En date du 28 mai 2025, le Président de la République, le Général Brice Clotaire Oligui Nguema, a solennellement reçu, au Palais Rénovation, la décision tant attendue de la Cour internationale de Justice (CIJ) relative au différend territorial opposant depuis plusieurs décennies le Gabon à la République de Guinée équatoriale. Étaient présents à cette cérémonie empreinte de solennité le Vice-Président de la République, des membres du Parlement, du gouvernement, ainsi que les plus hautes autorités institutionnelles et les forces vives de la Nation.
En introduction, le Professeur Guy Rossatanga Rignault et le Docteur Marie-Madeleine Mborantsuo ont chacun « éclairé l’assistance sur la portée juridique et politique de cette décision » avant de remettre officiellement le rapport de la CIJ au Chef de l’État. Ce dernier a ainsi pris connaissance de l’arrêt rendu le 19 mai 2025 à La Haye, confirmant la souveraineté de la Guinée équatoriale sur les îles Mbanié, Conga et Cocotiers. Comme l’indique le rapport, cette décision se fonde sur « le traité franco-espagnol de 1900, conclu à une époque où les deux pays en question étaient encore des colonies européennes ».

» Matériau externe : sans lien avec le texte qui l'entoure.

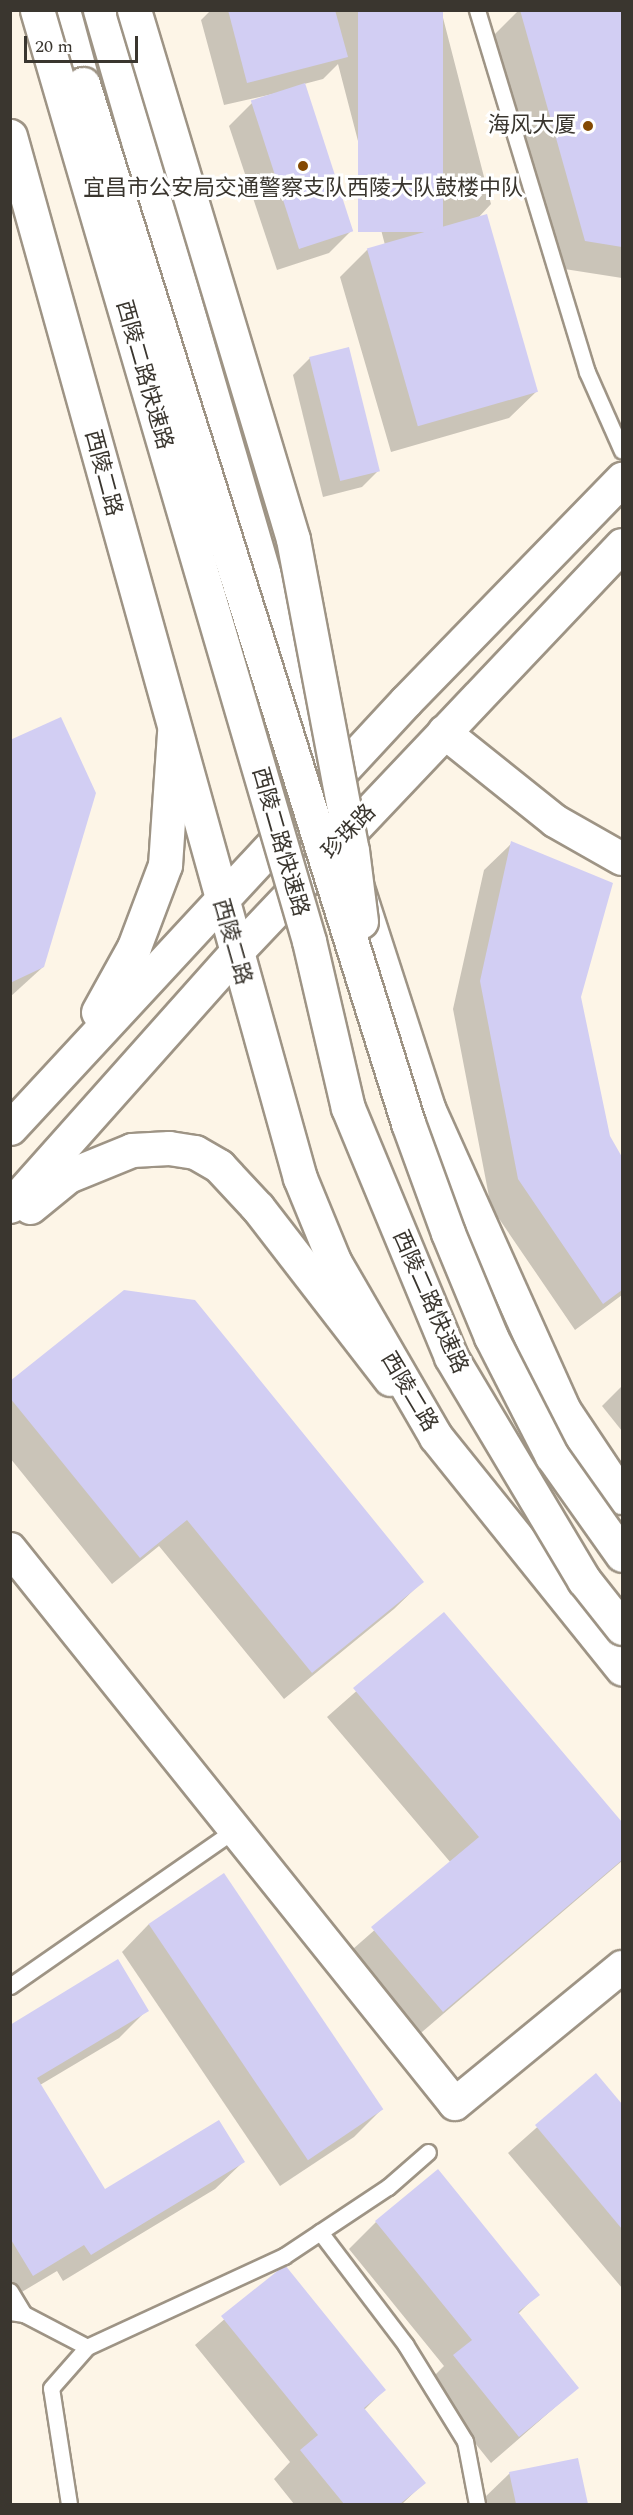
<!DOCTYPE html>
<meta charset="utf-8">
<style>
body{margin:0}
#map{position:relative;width:633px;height:2515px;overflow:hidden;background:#fdf5e7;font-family:Spectral,"Noto Sans SC",serif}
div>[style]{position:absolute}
.shadow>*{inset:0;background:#0003}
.building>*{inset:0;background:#d2cef3;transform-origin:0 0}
.roads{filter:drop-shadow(2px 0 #9e9485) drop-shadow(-2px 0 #9e9485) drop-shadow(0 2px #9e9485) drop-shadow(0 -2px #9e9485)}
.service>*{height:15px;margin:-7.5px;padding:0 7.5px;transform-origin:7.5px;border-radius:7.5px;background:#fff}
.minor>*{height:32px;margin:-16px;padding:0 16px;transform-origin:16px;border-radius:16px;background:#fff}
.secondary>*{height:33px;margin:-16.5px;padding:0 16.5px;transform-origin:16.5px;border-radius:16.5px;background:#fff}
.primary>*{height:33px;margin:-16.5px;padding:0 16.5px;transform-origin:16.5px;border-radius:16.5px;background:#fff}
.trunk>*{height:33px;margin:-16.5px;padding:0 16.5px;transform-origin:16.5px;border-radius:16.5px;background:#fff}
.bridges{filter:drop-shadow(2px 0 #9e9485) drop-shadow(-2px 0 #9e9485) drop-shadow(0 2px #9e9485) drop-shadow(0 -2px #9e9485)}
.trunk-bridge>*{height:33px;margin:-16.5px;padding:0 16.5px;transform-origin:16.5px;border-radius:16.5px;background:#fff}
.dots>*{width:16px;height:16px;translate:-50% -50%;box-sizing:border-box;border:3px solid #fff;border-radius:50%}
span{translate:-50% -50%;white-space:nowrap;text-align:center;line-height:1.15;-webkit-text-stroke:6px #fff;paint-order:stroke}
.poi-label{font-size:22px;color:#3a362f}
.right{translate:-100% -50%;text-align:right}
.street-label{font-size:22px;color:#3a362f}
.frame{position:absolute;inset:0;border:12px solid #3a362f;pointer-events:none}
.scale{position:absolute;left:24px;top:36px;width:114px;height:27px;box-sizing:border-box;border:3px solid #3a362f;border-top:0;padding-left:8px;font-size:18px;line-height:21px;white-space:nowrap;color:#3a362f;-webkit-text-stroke:4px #fff;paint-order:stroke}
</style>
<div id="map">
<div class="shadow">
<div style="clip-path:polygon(211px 10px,441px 10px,491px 204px,477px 219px,537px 391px,509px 418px,391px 452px,340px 277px,367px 250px,385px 245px,338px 64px,323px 79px,304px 84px,352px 230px,329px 253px,277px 270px,229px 126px,252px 103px,286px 91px,224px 105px,201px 20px)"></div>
<div style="clip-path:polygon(519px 10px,622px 10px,622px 278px,558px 268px,493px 36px)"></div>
<div style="clip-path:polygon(310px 358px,379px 470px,362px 487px,323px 497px,293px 375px)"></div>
<div style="clip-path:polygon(10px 742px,43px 967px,10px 997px)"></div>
<div style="clip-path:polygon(512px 843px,580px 997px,609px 1137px,622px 1160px,622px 1295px,575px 1330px,491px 1207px,453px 1009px,484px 870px)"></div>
<div style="clip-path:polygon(10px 1383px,422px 1582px,394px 1609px,284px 1699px,159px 1546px,112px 1584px,10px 1458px)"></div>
<div style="clip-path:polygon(622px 1386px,622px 1431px,602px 1406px)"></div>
<div style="clip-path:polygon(444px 1614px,622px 1825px,622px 1861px,415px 2038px,345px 1956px,451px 1863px,327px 1717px)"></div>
<div style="clip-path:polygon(149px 1924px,381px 2110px,354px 2137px,280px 2186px,122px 1952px)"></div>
<div style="clip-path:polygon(147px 2010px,119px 2038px,40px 2085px,104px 2192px,243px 2162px,215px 2189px,63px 2281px,57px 2271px,10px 2299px,10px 2026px)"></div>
<div style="clip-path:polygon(596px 2075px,622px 2106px,622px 2288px,508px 2153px)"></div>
<div style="clip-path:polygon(376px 2222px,538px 2294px,518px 2314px,577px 2388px,491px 2463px,427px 2383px,444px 2366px,349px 2249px)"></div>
<div style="clip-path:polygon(284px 2267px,384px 2390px,364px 2410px,424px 2483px,402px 2504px,294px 2504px,274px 2479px,290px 2462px,195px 2345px)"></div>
<div style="clip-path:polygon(577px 2460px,586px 2504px,483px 2504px,482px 2500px,510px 2473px)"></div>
</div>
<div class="building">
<div style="clip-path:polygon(228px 10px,335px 10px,348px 57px,247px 83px)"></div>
<div style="left:358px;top:10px;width:85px;height:222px"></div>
<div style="clip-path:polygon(520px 10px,622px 10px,622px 247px,585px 241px)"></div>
<div style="left:305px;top:83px;width:156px;height:57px;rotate:72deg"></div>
<div style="left:487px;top:214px;width:185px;height:125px;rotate:74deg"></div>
<div style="left:349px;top:347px;width:128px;height:41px;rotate:76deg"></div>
<div style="clip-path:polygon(61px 717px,96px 793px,44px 967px,10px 983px,10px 740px)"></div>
<div style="clip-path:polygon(511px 841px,613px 883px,581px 997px,610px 1136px,622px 1157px,622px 1290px,603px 1304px,518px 1179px,480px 981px)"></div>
<div style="clip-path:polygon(124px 1290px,195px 1300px,424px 1582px,312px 1673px,187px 1520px,140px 1558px,10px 1398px,10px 1381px)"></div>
<div style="clip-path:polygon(444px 1612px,622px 1822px,622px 1860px,443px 2012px,371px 1927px,479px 1837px,353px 1688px)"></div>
<div style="left:224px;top:1873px;width:285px;height:91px;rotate:56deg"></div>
<div style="clip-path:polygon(118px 1959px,149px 2011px,37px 2078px,105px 2189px,219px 2120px,245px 2162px,91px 2255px,84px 2245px,33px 2276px,10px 2238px,10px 2025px)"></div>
<div style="clip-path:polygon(596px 2073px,622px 2104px,622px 2229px,535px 2125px)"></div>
<div style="clip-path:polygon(438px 2169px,540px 2295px,518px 2312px,579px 2388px,519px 2437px,453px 2355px,472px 2340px,375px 2221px)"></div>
<div style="clip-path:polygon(285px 2265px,386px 2390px,364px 2408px,426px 2483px,400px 2504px,344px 2504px,300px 2450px,318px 2435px,221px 2316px)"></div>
<div style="clip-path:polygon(578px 2458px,588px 2504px,516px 2504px,509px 2472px)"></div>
</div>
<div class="roads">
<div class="service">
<div style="left:477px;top:10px;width:378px;rotate:73.1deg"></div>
<div style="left:587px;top:372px;width:86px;rotate:66.1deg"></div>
<div style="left:10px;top:1986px;width:277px;rotate:-34.8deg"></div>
<div style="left:320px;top:2232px;width:141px;rotate:52.8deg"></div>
<div style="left:405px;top:2344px;width:114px;rotate:58.3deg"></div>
<div style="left:465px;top:2441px;width:64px;rotate:79.2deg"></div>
<div style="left:10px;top:2291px;width:27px;rotate:59deg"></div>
<div style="left:10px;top:2312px;width:14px;rotate:8deg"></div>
<div style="left:24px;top:2314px;width:71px;rotate:27.6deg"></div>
<div style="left:69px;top:2504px;width:117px;rotate:-98.8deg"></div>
<div style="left:51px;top:2388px;width:55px;rotate:-48.7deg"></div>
<div style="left:87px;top:2347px;width:217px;rotate:-24.8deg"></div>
<div style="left:284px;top:2256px;width:125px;rotate:-33.6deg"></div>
<div style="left:388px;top:2187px;width:53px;rotate:-41.2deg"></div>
</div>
<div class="minor">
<div style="left:444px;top:732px;width:142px;rotate:38.7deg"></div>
<div style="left:555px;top:821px;width:77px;rotate:29.6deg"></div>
<div style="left:10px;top:1549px;width:711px;rotate:51.28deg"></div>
<div style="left:455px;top:2104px;width:216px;rotate:-39.4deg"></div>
</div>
<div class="secondary">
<div style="left:98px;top:1012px;width:74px;rotate:-61deg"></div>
<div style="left:134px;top:947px;width:88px;rotate:-69.3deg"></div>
<div style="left:165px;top:865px;width:133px;rotate:-86.1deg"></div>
<div style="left:10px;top:1128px;width:582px;rotate:-47.16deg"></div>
<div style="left:406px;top:701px;width:310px;rotate:-45.8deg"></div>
<div style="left:10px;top:1206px;width:340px;rotate:-48.3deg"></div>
<div style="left:236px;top:952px;width:561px;rotate:-46.52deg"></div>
<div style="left:30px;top:1207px;width:49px;rotate:-39.2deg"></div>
<div style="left:68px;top:1176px;width:69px;rotate:-22.1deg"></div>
<div style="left:132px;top:1150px;width:37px;rotate:-3deg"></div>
<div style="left:169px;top:1148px;width:26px;rotate:9deg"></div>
<div style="left:195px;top:1152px;width:28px;rotate:30deg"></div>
<div style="left:219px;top:1166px;width:57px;rotate:47.1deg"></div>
<div style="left:258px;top:1208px;width:216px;rotate:52.3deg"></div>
</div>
<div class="primary">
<div style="left:100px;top:10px;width:839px;rotate:73.81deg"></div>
<div style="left:10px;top:136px;width:1082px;rotate:74.45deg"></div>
<div style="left:300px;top:1178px;width:90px;rotate:67.7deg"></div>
<div style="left:334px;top:1261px;width:203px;rotate:59.9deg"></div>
<div style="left:436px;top:1437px;width:297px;rotate:51.2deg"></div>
<div style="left:358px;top:891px;width:228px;rotate:72.1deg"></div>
<div style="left:428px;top:1108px;width:330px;rotate:65.8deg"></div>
<div style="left:563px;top:1409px;width:106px;rotate:56.2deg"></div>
</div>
<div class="trunk">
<div style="left:63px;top:10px;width:77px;rotate:74.9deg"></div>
</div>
</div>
<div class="bridges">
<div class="trunk-bridge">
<div style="left:37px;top:10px;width:970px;rotate:73.71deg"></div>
<div style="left:309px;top:941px;width:171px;rotate:76.9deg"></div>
<div style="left:348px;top:1108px;width:269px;rotate:67.5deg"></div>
<div style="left:451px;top:1357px;width:260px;rotate:59.2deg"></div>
<div style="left:584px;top:1580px;width:61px;rotate:51.6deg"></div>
<div style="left:134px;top:10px;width:552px;rotate:73.27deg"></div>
<div style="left:293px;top:539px;width:317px;rotate:79.3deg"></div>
<div style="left:352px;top:850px;width:72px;rotate:82.8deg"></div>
<div style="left:83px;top:84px;width:1089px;rotate:72.63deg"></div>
<div style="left:408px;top:1123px;width:117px;rotate:70deg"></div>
<div style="left:448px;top:1233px;width:113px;rotate:67.5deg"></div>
<div style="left:491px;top:1337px;width:134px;rotate:62.9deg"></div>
<div style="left:552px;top:1456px;width:121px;rotate:54.7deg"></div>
</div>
</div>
<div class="dots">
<div style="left:588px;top:126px;background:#844902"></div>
<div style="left:303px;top:166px;background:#844902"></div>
</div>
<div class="poi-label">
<span class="right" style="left:576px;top:126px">海风大厦</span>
<span style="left:303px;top:189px">宜昌市公安局交通警察支队西陵大队鼓楼中队</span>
</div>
<div class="street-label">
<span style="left:144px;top:375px;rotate:74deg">西陵二路快速路</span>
<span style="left:103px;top:473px;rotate:75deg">西陵二路</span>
<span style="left:349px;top:832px;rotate:-46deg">珍珠路</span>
<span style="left:280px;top:842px;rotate:74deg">西陵二路快速路</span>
<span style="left:232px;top:942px;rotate:74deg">西陵二路</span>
<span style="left:430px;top:1302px;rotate:66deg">西陵二路快速路</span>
<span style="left:409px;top:1392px;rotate:59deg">西陵二路</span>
</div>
<div class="frame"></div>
<div class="scale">20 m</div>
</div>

Toutefois, la Cour a constaté qu’il « n’existait pas de fondement juridique suffisamment clair pour déterminer les frontières maritimes », renvoyant ainsi cette question à une négociation bilatérale. L’historique de ce différend remonte aux années 1970. Il avait pourtant trouvé un début de résolution avec la signature du traité de Bata en septembre 1974, reconnaissant la souveraineté du Gabon sur ces îlots et fixant les limites terrestres. Mais ce traité n’a pas résisté à l’épreuve du temps.
Face à la résurgence du contentieux au début des années 2000, plusieurs tentatives de médiation, notamment la création d’une Zone de Développement Conjoint pour l’exploitation des ressources maritimes, ont été envisagées sans succès. Ce n’est qu’en 2021 que la CIJ fut saisie, à la suite d’une initiative équato-guinéenne acceptée par les deux États.
La présidence gabonaise, dans son communiqué officiel, souligne que « le Chef de l’État a réaffirmé l’attachement du Gabon au règlement pacifique des différends et au respect du droit international ». Elle précise également que « le Président de la République, soucieux de la préservation de la paix, a exprimé sa volonté d’engager des discussions inclusives avec les forces vives de la Nation en vue de négociations apaisées et constructives avec la République sœur de Guinée équatoriale ».
Ce verdict ouvre désormais une nouvelle ère, marquée par « un esprit de bon voisinage et de solidarité entre les deux pays », dans l’objectif de tourner définitivement la page de ce différend historique.